When it comes to wine, people from Michigan talk dry and drink sweet and when it comes to politics, we talk blue and vote red.

Snyder, asked to rate his scruples between one and ten.
Recently, Michigan wine and politics entered the demolition derby again, this time to undermine Granholm v. Heald, a Supreme Court decision ruling that direct-to-consumer shipping that discriminated between in-state and out-of-state wineries was unconstitutional.
Bear with me here, and try to stay awake. In writing that majority decision in 2005, Justice Anthony Kennedy said:
“This power [to regulate wine sales] does not allow states to ban, or severely limit, the direct shipping of wine while simultaneously authorizing direct shipment by in-state producers. If a state chooses to allow direct shipment of wine, it must do so on evenhanded terms. Without demonstrating the need for discrimination, New York and Michigan have enacted regulations that disadvantage out-of-state wine producers. Under our Commerce Clause jurisprudence, these regulations cannot stand.”
On Jan. 9, 2017, Michigan Governor Rick Snyder (R) signed a law that prohibits out-of-state retailers from shipping to Michigan consumers while making it easier for in-state retailers to ship to Michigan consumers.
Now, I’m no lawyer—and if I was, I’d like to think I’d be spending more time making psilocybin legal and getting White Boy Rick (the good, drug dealing one) out of jail and putting White Boy Rick (the bad, Lansing-living one) in jail—but I didn’t think state law could overrule federal law. Isn’t there a Supremacy Clause in the Constitution, and didn’t Judge Kennedy call laws like Snyder signed ‘unconstitutional’?
Or, does the argument go, the SCOTUS ruling covered only individual wineries, not retailers?
Problem with that interpretation would be that Siesta Village Market, LLC et al v. Granholm (2008) found that a retailer ban was also discriminatory and thus violated the Constitution’s dormant Commerce Clause.
In other words, Itsy Bitsy Snyder listened to a federal judge telling him that Senate Bill 1088 was unconstitutional and snickered ‘…and??’ as he signed it anyway.
No, not Saul the Lawyer, Saul the King of Judah who decimated the Moabites, Ammonites and Edomites:
Time to go Old Testament on the Snyderites.

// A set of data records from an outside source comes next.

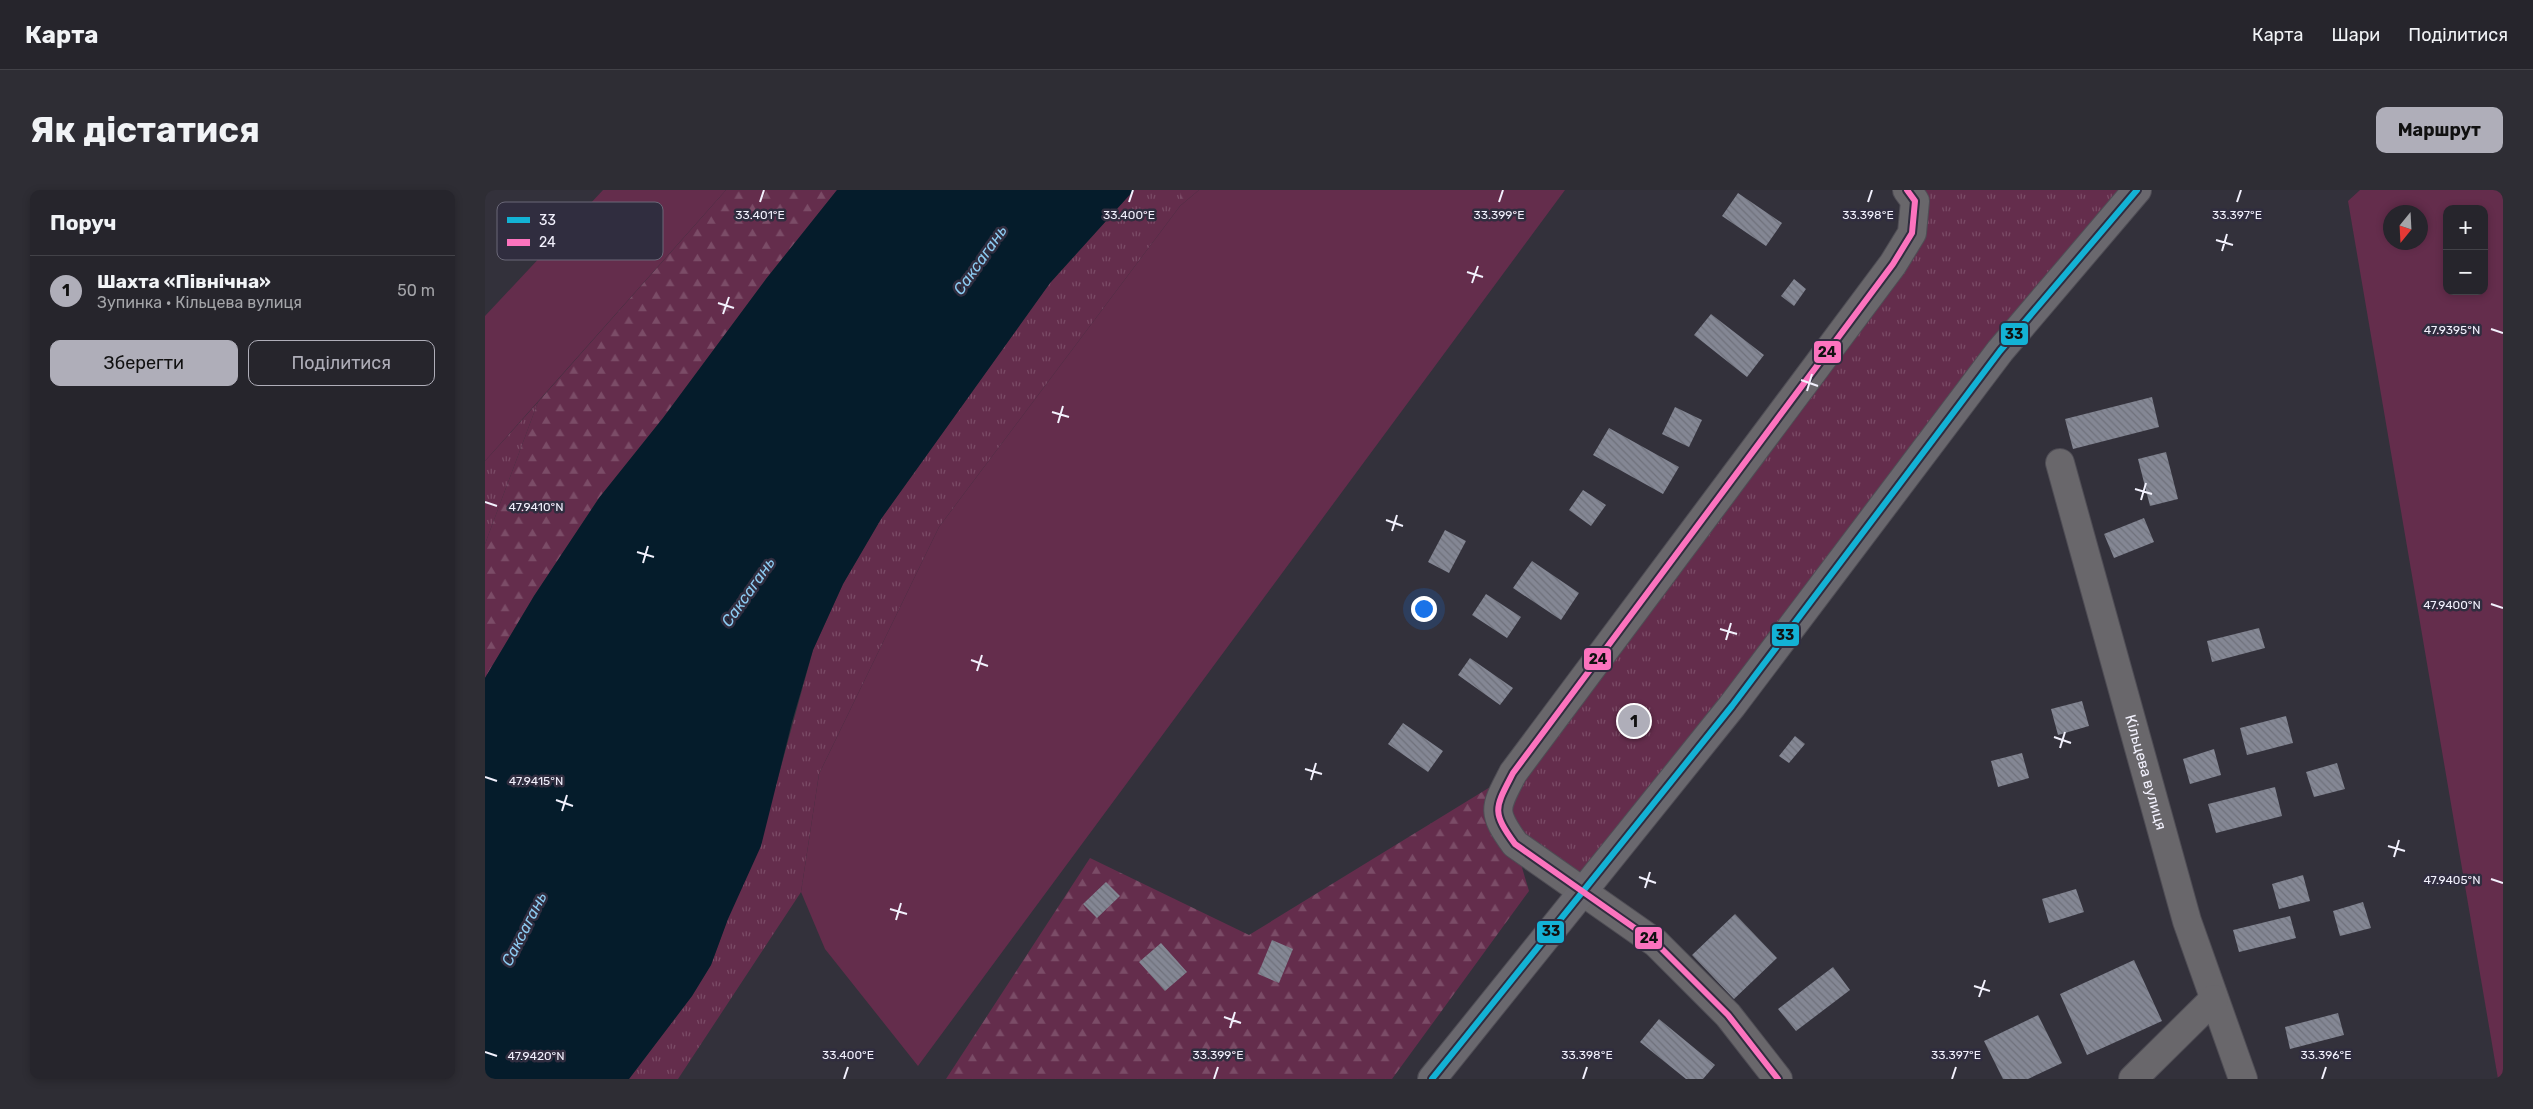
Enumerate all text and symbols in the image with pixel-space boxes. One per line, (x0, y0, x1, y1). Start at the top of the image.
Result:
text: Карта (25, 21, 98, 49)
text: Карта (2252, 24, 2303, 46)
text: Шари (2331, 24, 2380, 46)
text: Поділитися (2408, 24, 2508, 46)
button: Маршрут (2376, 107, 2503, 153)
text: Як дістатися (30, 109, 260, 151)
legend (497, 202, 663, 260)
north arrow (2383, 205, 2428, 250)
map controls (2443, 205, 2488, 295)
button: + (2443, 205, 2488, 250)
text: 33.401°E (735, 208, 785, 222)
text: 33.400°E (1103, 208, 1155, 222)
text: 33.399°E (1474, 208, 1524, 222)
text: 33.398°E (1842, 208, 1894, 222)
text: 33.397°E (2212, 208, 2262, 222)
text: Поруч (50, 210, 116, 235)
text: 33 (539, 212, 556, 229)
water label: Саксагань (949, 222, 1011, 298)
text: 24 (539, 234, 556, 251)
button: − (2443, 250, 2488, 295)
text: Шахта «Північна» (97, 270, 271, 293)
text: 1 (62, 281, 70, 300)
text: 50 m (397, 281, 435, 300)
text: Зупинка · Кільцева вулиця (97, 293, 302, 312)
line badge: 33 (2000, 322, 2029, 346)
text: 47.9395°N (2424, 323, 2480, 337)
text: 33 (2005, 326, 2023, 343)
button: Зберегти (50, 340, 238, 386)
button: Поділитися (248, 340, 435, 386)
line badge: 24 (1813, 340, 1842, 364)
text: 24 (1818, 344, 1837, 361)
text: 47.9410°N (509, 500, 564, 514)
water label: Саксагань (717, 554, 779, 630)
your location (1411, 596, 1437, 622)
text: 47.9400°N (2423, 598, 2481, 612)
line badge: 33 (1771, 623, 1800, 647)
text: 33 (1776, 627, 1794, 644)
line badge: 24 (1583, 647, 1612, 671)
text: 24 (1589, 651, 1608, 668)
pin: 1 (1618, 702, 1650, 740)
street label: Кільцева вулиця (2121, 713, 2170, 832)
text: 47.9415°N (509, 774, 563, 788)
text: 47.9405°N (2423, 873, 2481, 887)
water label: Саксагань (497, 889, 551, 969)
line badge: 33 (1536, 920, 1565, 944)
text: 33 (1542, 923, 1560, 940)
line badge: 24 (1634, 926, 1663, 950)
text: 24 (1640, 930, 1659, 947)
text: 33.400°E (822, 1048, 874, 1062)
text: 33.399°E (1193, 1048, 1243, 1062)
text: 33.398°E (1561, 1048, 1613, 1062)
text: 33.397°E (1931, 1048, 1981, 1062)
text: 33.396°E (2301, 1048, 2351, 1062)
text: 47.9420°N (507, 1049, 565, 1063)

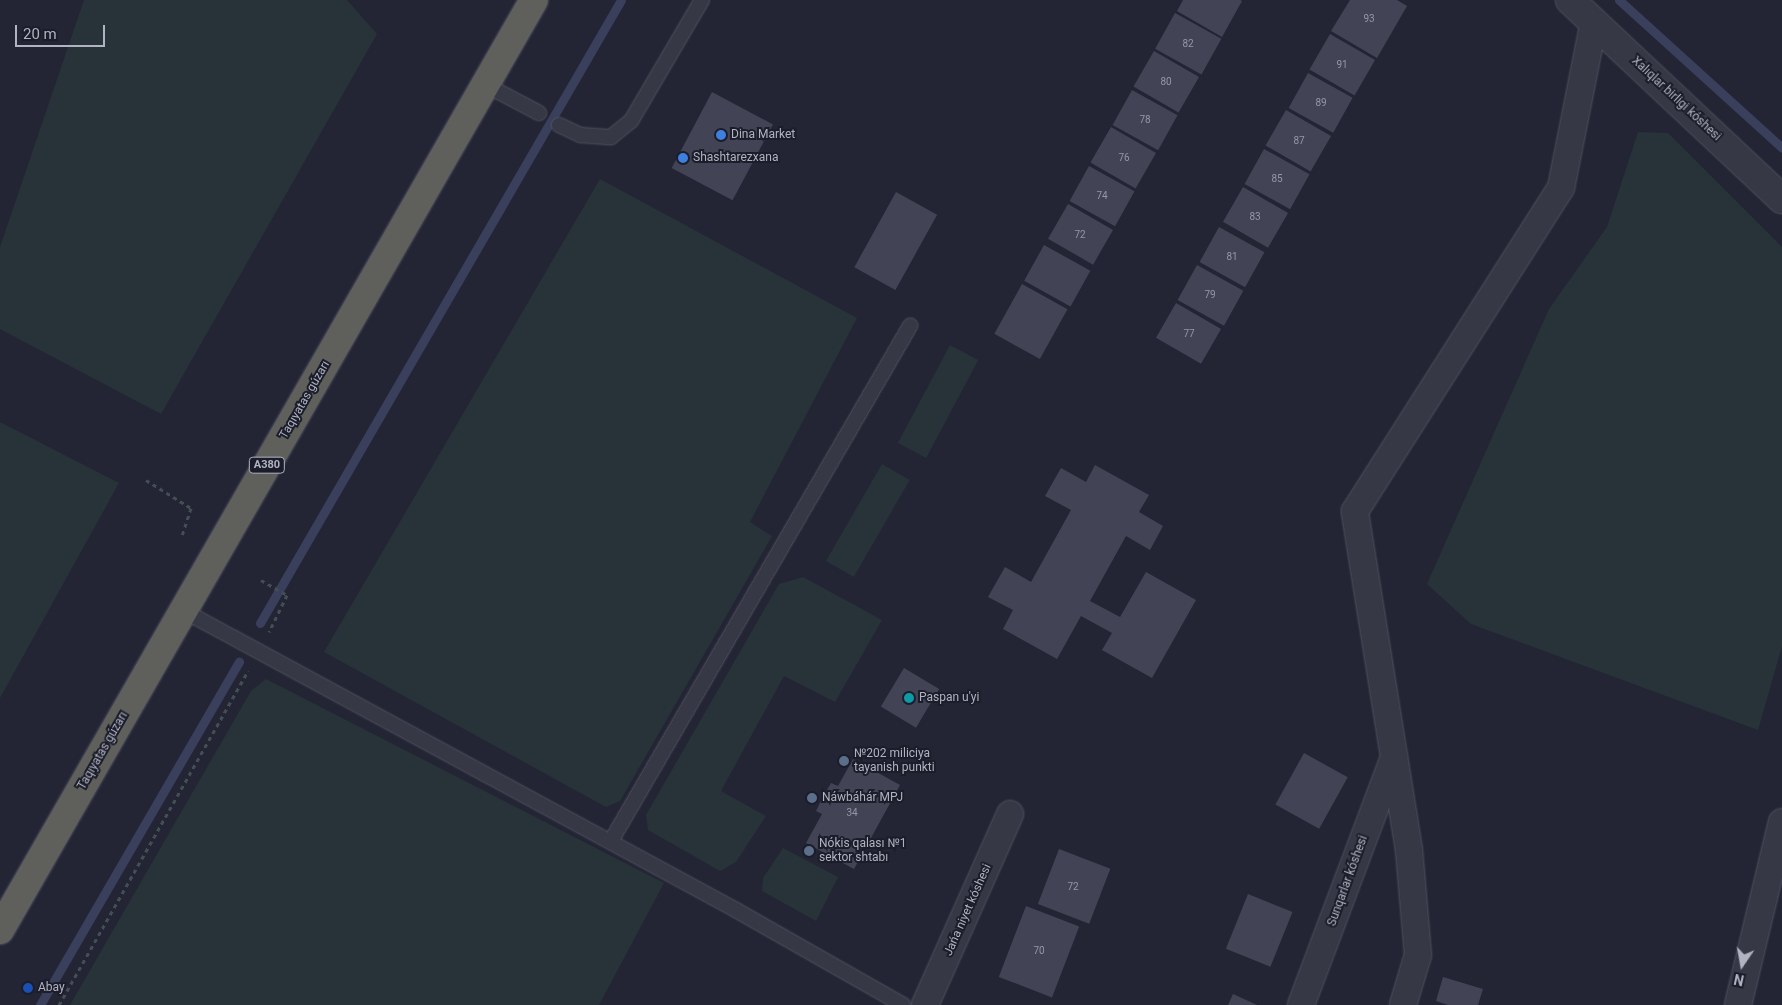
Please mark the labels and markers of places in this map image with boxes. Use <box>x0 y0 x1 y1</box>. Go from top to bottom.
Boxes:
place label: Dina Market <box>731 128 795 142</box>
marker: Dina Market <box>715 129 727 141</box>
place label: Shashtarezxana <box>693 151 778 165</box>
marker: Shashtarezxana <box>677 152 689 164</box>
place label: Paspan u'yi <box>919 691 979 705</box>
marker: Paspan u'yi <box>903 692 915 704</box>
place label: №202 miliciya tayanish punkti <box>854 747 935 775</box>
marker: №202 miliciya tayanish punkti <box>838 755 850 767</box>
place label: Náwbáhár MPJ <box>822 791 903 805</box>
marker: Náwbáhár MPJ <box>806 792 818 804</box>
place label: Nókis qalası №1 sektor shtabı <box>819 837 907 865</box>
marker: Nókis qalası №1 sektor shtabı <box>803 845 815 857</box>
place label: Abay <box>38 981 65 995</box>
marker: Abay <box>22 982 34 994</box>

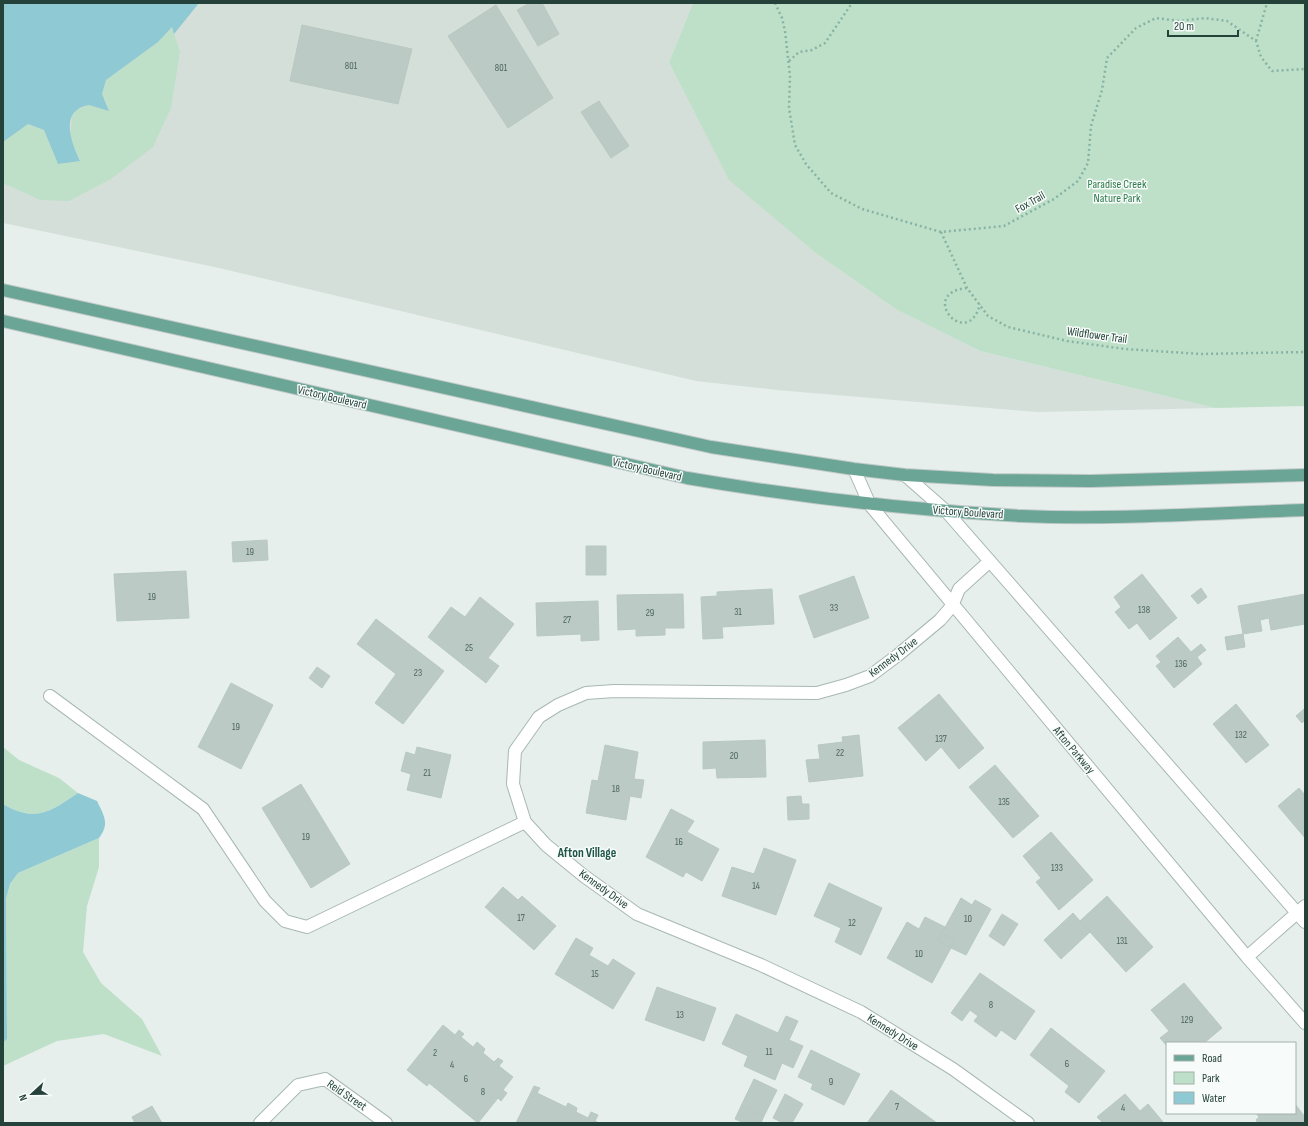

Keep Your Lobbies Off of My Hobbies
One thing seems clear: The law benefits Michigan retailers, and to nobody’s great surprise, guess who helped put Snyder in office? Why, the Michigan Wine and Beer Wholesalers Association.
And guess what the Michigan Wine and Beer Wholesalers Association’s response to the legislation was?
According to Association President Spencer Nevins (a name even more sniveling than Snyder’s):
“Michigan residents will have even more choices under this new law. Consumers can purchase wine from a Michigan retailer and have it shipped to their home, they can purchase wine through an app and have it delivered and they can have wine shipped direct from any winery in the country. It’s also worth noting that the vast majority of wine illegally shipped into Michigan by retailers is already available through an in-state retailer.”
I have no idea if all that is true or not—although they couldn’t print it in Wine Spectator if it wasn’t, right?—but I do have an idea how the Constitution works: When a ruling covers all retailer shipments (Nevins gratuitously tosses in ‘illegal’, as though that’s the point), phrases like ‘the vast majority’ don’t cut it.
For example, suppose I tried to pass a law that says you can practice the vast majority of religions, but not Islam?
The quid pro quo of Snyder’s political supporters now being able to put more pro quids into their coffers based on this ruling stinks like a cheap bottle of Paw Paw plonk left open on Snyder’s desk.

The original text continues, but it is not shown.